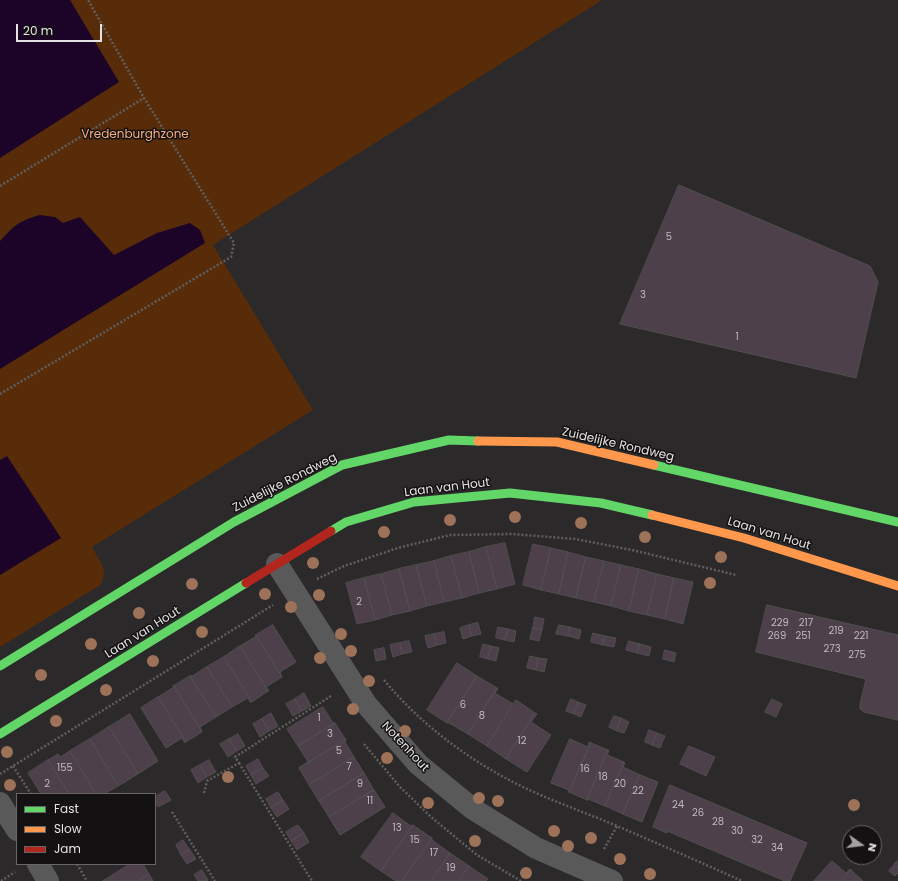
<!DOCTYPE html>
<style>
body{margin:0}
#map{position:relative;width:898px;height:881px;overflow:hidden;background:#2b292a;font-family:Poppins,sans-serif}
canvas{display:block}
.legend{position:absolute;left:16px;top:793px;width:140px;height:72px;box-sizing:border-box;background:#131112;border:1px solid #676566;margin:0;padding:5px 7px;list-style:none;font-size:12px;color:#e5e2e3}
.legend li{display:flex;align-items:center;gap:8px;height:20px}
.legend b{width:20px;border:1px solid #676566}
.north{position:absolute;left:842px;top:825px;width:40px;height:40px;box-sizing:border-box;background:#131112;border:1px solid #676566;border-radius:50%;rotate:104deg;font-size:11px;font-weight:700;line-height:16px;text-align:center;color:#e5e2e3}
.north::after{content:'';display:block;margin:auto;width:14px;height:18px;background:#a4a1a2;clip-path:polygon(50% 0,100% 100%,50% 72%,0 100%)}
.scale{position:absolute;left:16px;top:24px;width:86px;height:18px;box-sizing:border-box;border:2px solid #e5e2e3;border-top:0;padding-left:5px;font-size:12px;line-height:14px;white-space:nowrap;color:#e5e2e3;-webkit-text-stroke:3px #131112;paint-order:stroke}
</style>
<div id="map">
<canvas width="898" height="881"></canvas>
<ul class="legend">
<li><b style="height:5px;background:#63d668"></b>Fast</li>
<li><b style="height:5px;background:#ff974d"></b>Slow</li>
<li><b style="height:5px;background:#b3261e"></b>Jam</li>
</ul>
<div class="north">N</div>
<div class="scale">20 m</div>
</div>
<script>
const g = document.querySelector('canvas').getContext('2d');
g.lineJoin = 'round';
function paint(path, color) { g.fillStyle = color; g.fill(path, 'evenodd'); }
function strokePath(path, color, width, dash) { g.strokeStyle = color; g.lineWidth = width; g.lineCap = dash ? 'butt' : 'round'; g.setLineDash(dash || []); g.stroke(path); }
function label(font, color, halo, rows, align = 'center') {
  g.font = font + ' Poppins,sans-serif'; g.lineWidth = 3; g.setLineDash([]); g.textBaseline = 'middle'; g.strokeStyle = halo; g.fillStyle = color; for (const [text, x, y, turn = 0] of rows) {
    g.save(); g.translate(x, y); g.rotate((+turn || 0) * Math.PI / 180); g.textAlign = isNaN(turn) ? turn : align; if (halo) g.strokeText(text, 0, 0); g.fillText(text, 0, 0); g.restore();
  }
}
paint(new Path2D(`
 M 0,0 L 602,0 L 213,245 L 313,410 L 92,547 C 99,562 110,569 100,585 L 0,647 Z`), '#582c09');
paint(new Path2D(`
 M 0,0 L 70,0 L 119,82 L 0,158 Z
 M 40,215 L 55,217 L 63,223 L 80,217 L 114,255 L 157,233 L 190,223 L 200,230 L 205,243 L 0,369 L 0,241 C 15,225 18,221 40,215 Z
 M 7,456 L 61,538 L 0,575 L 0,460 Z`), '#1c0428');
const building = new Path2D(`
 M 679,185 L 870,266 L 878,282 L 856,378 L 620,324 Z
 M 505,543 L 515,584 L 497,589 L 486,547 Z
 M 533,544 L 551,548 L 541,590 L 523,585 Z
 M 486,547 L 497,589 L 479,593 L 469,552 Z
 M 551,548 L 568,552 L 559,594 L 541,590 Z
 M 469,552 L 479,593 L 462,598 L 451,556 Z
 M 568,552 L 586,557 L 576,598 L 559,594 Z
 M 451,556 L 462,598 L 444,602 L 434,561 Z
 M 586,557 L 604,561 L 594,602 L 576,598 Z
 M 434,561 L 444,602 L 427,606 L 416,565 Z
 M 604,561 L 621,565 L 611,606 L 594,602 Z
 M 416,565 L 427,606 L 410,611 L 399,569 Z
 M 621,565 L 639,569 L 629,611 L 611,606 Z
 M 399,569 L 410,611 L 392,615 L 381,574 Z
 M 639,569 L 657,574 L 647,615 L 629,611 Z
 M 381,574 L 392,615 L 375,620 L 364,578 Z
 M 657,574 L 674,578 L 665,619 L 647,615 Z
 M 364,578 L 375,620 L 357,624 L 346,583 Z
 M 674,578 L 693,582 L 683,624 L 665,619 Z
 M 767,605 L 898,635 L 898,720 L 864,712 L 860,709 L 860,704 L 866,679 L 756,652 Z
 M 535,617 L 544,619 L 542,630 L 533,628 Z
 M 478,623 L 481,634 L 472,636 L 469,625 Z
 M 273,625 L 296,662 L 280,672 L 282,677 L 256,635 Z
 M 469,625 L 472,636 L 463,639 L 460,628 Z
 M 559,625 L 570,627 L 568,636 L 556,634 Z
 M 498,627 L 508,629 L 505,640 L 496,638 Z
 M 570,627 L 581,630 L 579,639 L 568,636 Z
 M 533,628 L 542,630 L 539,641 L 530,639 Z
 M 508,629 L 516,631 L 514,642 L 505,640 Z
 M 444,632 L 446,643 L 437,645 L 434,634 Z
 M 593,633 L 605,636 L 603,645 L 591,642 Z
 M 434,634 L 437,645 L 428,648 L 425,636 Z
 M 256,635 L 282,677 L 266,687 L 269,691 L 268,691 L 240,646 L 255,637 Z
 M 605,636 L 616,638 L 614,647 L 603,645 Z
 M 409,641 L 412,652 L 402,654 L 400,643 Z
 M 629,641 L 640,644 L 637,653 L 626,650 Z
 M 400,643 L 402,654 L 393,657 L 390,645 Z
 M 483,644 L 491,646 L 488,659 L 480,657 Z
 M 640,644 L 651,647 L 649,656 L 637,653 Z
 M 240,646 L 268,691 L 252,702 L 224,657 Z
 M 491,646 L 499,648 L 496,661 L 488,659 Z
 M 384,648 L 386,659 L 376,661 L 374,650 Z
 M 665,650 L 676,653 L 674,662 L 663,659 Z
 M 530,656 L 538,658 L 536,670 L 527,668 Z
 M 224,657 L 252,702 L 250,702 L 248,698 L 232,707 L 207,667 Z
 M 538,658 L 547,659 L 544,672 L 536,670 Z
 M 457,663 L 477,676 L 447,723 L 427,710 Z
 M 207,667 L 232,707 L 216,717 L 190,676 L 192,676 Z
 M 190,676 L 216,717 L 200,727 L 202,732 L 174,686 Z
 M 477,676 L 497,688 L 468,734 L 449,723 L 447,723 Z
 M 173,686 L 174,686 L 202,732 L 186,742 L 158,697 L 174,687 Z
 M 497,688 L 498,689 L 495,693 L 513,704 L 487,746 L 468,734 Z
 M 304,693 L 311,706 L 302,711 L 295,699 Z
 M 158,697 L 186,742 L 185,743 L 182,738 L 166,748 L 141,708 Z
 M 295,699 L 302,711 L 293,716 L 286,704 Z
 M 571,699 L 578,702 L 574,714 L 566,711 Z
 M 772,699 L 782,704 L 776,717 L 765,712 Z
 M 516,700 L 535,713 L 506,759 L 487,746 Z
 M 578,702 L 586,705 L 581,717 L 574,714 Z
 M 323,707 L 333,723 L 335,723 L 298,746 L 287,729 Z
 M 271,713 L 278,726 L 269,731 L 262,719 Z
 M 535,713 L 537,714 L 531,722 L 551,735 L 527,772 L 506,759 Z
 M 130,714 L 158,761 L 138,774 L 109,727 Z
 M 614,716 L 621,718 L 617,731 L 609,727 Z
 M 621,718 L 629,722 L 624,733 L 617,731 Z
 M 262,719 L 269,731 L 260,737 L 253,724 Z
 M 335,723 L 346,740 L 299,768 L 308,762 L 298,746 Z
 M 109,727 L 138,774 L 118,786 L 90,739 Z
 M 649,730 L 657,733 L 652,745 L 645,742 Z
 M 657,733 L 665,736 L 660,748 L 652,745 Z
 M 238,734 L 245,746 L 237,751 L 229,739 Z
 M 90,739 L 118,786 L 104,794 L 96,794 L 70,751 Z
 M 229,739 L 237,751 L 228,757 L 220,744 Z
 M 570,739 L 588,747 L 589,742 L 591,743 L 569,792 L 568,792 L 569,790 L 551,783 Z
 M 346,740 L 345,742 L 354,757 L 309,785 L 299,768 Z
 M 591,743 L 608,750 L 587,800 L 569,792 Z
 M 689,746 L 715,757 L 706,776 L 680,764 Z
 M 608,750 L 609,751 L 607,755 L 624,762 L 605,806 L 588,799 L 588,800 L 587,800 Z
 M 70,751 L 96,794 L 69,794 L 48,760 L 58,754 L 60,757 Z
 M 354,757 L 364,773 L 319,801 L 309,785 Z
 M 258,759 L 263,768 L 251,775 L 246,766 Z
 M 48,760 L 69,794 L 41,794 L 28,773 Z
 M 209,760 L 216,772 L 207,777 L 200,765 Z
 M 624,762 L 625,763 L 623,767 L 640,775 L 623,814 L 605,806 Z
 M 200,765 L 207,777 L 198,783 L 191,770 Z
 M 263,768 L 269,776 L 256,784 L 251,775 Z
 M 364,773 L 374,790 L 329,817 L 319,801 Z
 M 640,775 L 658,782 L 642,822 L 623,814 Z
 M 670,785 L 807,843 L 790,881 L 785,881 L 667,831 L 667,833 L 653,827 Z
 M 374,790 L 385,807 L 340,835 L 329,817 Z
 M 165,791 L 171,800 L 158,807 L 155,802 L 155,797 Z
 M 278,792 L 283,800 L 271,808 L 266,799 Z
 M 283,800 L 289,809 L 277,817 L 271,808 Z
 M 393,813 L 411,826 L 413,825 L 381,871 L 361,857 Z
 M 298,825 L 304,833 L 291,841 L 286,832 Z
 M 413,825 L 432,838 L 402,881 L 396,881 L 381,871 Z
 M 304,833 L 309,842 L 297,850 L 291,841 Z
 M 432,838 L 432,840 L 450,853 L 431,881 L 402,881 Z
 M 183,840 L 190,850 L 181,855 L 176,845 Z
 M 874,844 L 879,847 L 874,855 Z
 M 190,850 L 196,859 L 187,864 L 181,855 Z
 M 450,853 L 469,866 L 459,881 L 431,881 Z
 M 832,861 L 846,873 L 850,869 L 851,870 L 841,881 L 814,881 Z
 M 897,861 L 898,873 L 895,876 L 889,871 Z
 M 130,864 L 143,864 L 149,874 L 138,881 L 103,881 Z
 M 469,866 L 488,879 L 486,881 L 459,881 Z
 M 202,870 L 208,880 L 207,881 L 198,881 L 194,875 Z
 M 851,870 L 863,881 L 841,881 Z
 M 149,874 L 153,881 L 138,881 Z`);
paint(building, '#4d404a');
strokePath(building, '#504e4f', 1);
strokePath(new Path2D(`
 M 0,186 L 144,98
 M 0,394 L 231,257 L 234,243 L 144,98 L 88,0
 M 317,579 L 344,566 L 398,548 L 450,535 L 512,534 L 575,539 L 632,550 L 736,575
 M 384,680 C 422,726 471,762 525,788 C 555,802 586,813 617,826 C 659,844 700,862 742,881
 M 364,744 L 400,787 L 431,817 L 477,855 L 521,881
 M 239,763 L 312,881
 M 13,766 L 31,794
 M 0,774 L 273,605
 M 204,793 L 207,781 L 239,763 L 235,757 L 331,696
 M 172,812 L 215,881
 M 604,849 L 617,826
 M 77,864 L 87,881
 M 1,881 L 15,872`), '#605f5f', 2.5, [2, 2]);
strokePath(new Path2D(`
 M 277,564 L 366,704 L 418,764 L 473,809 L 536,848 L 612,881
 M 0,803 L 17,830
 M 38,864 L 48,881`), '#5a5959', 22);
strokePath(new Path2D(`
 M 654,465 L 898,522
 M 331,531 L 346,522 L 414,502 L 510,493 L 601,503 L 652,515
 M 0,666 L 234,522 L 342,465 L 449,440 L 478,441
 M 0,734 L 246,583`), '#63d668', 9);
strokePath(new Path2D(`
 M 478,441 L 557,442 L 654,465
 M 652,515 L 744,538 L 898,586`), '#ff974d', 9);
strokePath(new Path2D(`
 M 246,583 L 331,531`), '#b3261e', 9);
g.fillStyle = '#9d7258';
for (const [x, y] of [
 [515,517],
 [450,520],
 [581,523],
 [384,532],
 [645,537],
 [721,557],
 [313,563],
 [710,583],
 [192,584],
 [265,594],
 [319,595],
 [291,607],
 [139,613],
 [202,632],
 [341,634],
 [91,644],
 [351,651],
 [320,658],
 [153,661],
 [41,675],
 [369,681],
 [106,690],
 [353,709],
 [56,721],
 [405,731],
 [7,752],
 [387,758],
 [228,777],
 [10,785],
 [479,798],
 [498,801],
 [428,803],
 [854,805],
 [554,831],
 [591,838],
 [475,841],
 [568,846],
 [620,859],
 [526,873],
 [650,874]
]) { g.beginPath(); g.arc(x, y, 6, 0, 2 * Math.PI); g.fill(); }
label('10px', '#bfbabd', null, [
 ["5",669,237],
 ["3",643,295],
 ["1",737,337],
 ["2",359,602],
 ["229",780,623],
 ["217",806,623],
 ["219",836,631],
 ["269",777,636],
 ["251",803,636],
 ["221",861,636],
 ["273",832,649],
 ["275",857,655],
 ["6",463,705],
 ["8",482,716],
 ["1",319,718],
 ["3",330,734],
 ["12",522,741],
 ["5",339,751],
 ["7",349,767],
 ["155",65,768],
 ["16",585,769],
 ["18",603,777],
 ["2",47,784],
 ["9",360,784],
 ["20",620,784],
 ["22",638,791],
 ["11",370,801],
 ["24",678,805],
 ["26",698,813],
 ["28",718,822],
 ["13",397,828],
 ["30",737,831],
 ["15",415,840],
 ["32",757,840],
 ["34",777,848],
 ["17",434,853],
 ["19",451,868]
]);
label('12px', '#faae7e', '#131112', [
 ["Vredenburghzone",135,135]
]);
label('12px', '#e5e2e3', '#131112', [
 ["Zuidelijke Rondweg",618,445,13],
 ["Zuidelijke Rondweg",285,483,-27],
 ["Laan van Hout",447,488,-7],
 ["Laan van Hout",769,534,17],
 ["Laan van Hout",143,633,-32],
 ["Notenhout",405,747,47]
]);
</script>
____
* _YOUR GOAL_
Among the entries above, find every line holding "turn" and copy it.

* _RESPONSE TO THE TASK_
  g.font = font + ' Poppins,sans-serif'; g.lineWidth = 3; g.setLineDash([]); g.textBaseline = 'middle'; g.strokeStyle = halo; g.fillStyle = color; for (const [text, x, y, turn = 0] of rows) {
    g.save(); g.translate(x, y); g.rotate((+turn || 0) * Math.PI / 180); g.textAlign = isNaN(turn) ? turn : align; if (halo) g.strokeText(text, 0, 0); g.fillText(text, 0, 0); g.restore();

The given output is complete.